After Obama-McCain forum, Rick Warren sermon focuses on character
The pastor of Saddleback Church in Orange County urged his audience to judge the presidential candidates not just on the issues, but also on their personal virtues.
The morning after Pastor Rick Warren interviewed both major presidential candidates at his evangelical church in Orange County, he delivered a Sunday sermon urging his congregation to judge Sens. Barack Obama and John McCain on how their characters would affect their decisions as leaders.
"Don't just look at issues, look at character," Warren said to a crowd of nearly 3,000 during one of two morning sermons at Saddleback Church in Lake Forest. "Look at the candidate and say, 'Does he live with integrity, service with humility, share with generosity, or not?' "
Dressed in his usual bluejeans, Warren delivered the sermon titled "The Kind of Leadership America Needs" using Bible passages about faith and compassion. He did not speak of the differing views expressed by Obama and McCain when they appeared on the same stage Saturday, saying simply that "they were very different in personality, in philosophy, in direction, in goals and in vision, and there's nothing wrong with that."
Some who attended the Sunday services said Warren's nationally televised conversations with the contenders offered a glimpse of the candidates' qualities.

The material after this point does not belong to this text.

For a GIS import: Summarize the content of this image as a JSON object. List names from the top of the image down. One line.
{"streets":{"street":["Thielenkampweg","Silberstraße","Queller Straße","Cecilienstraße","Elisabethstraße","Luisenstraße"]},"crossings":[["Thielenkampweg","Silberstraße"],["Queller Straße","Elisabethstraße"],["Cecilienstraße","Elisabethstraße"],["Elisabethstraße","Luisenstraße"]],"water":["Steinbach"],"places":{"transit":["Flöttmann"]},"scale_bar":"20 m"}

"It was a powerful forum in that we were exposed to the soul of who these two men were," said Jim Christensen, 54, of Rancho Santa Margarita. "Before this, I only got what pundits wanted us to hear. Issues of character, issues of value, you don't usually hear those types of things."
Christensen said he was glad that Warren asked difficult questions, such as inquiring about each candidate's greatest moral failure. "It gave us a chance to compare and contrast how they could handle things in different situations," he said.
Christensen, a registered Republican, said that before Saturday's forum, he wasn't sure who he would vote for. He said he was drawn to McCain's answer that a baby gets human rights at the moment of conception.
The forum, which took place inside the country's fourth largest church, highlighted once again the prominence of religion in politics.
Warren told his congregation that someone had asked if there was any kind of president he would not vote for.
"I could not vote for an atheist because an atheist says, 'I don't need God,' " Warren said. "They're saying, 'I'm totally self-sufficient by [myself].' And nobody is self-sufficient to be president by themselves. It's too big a job."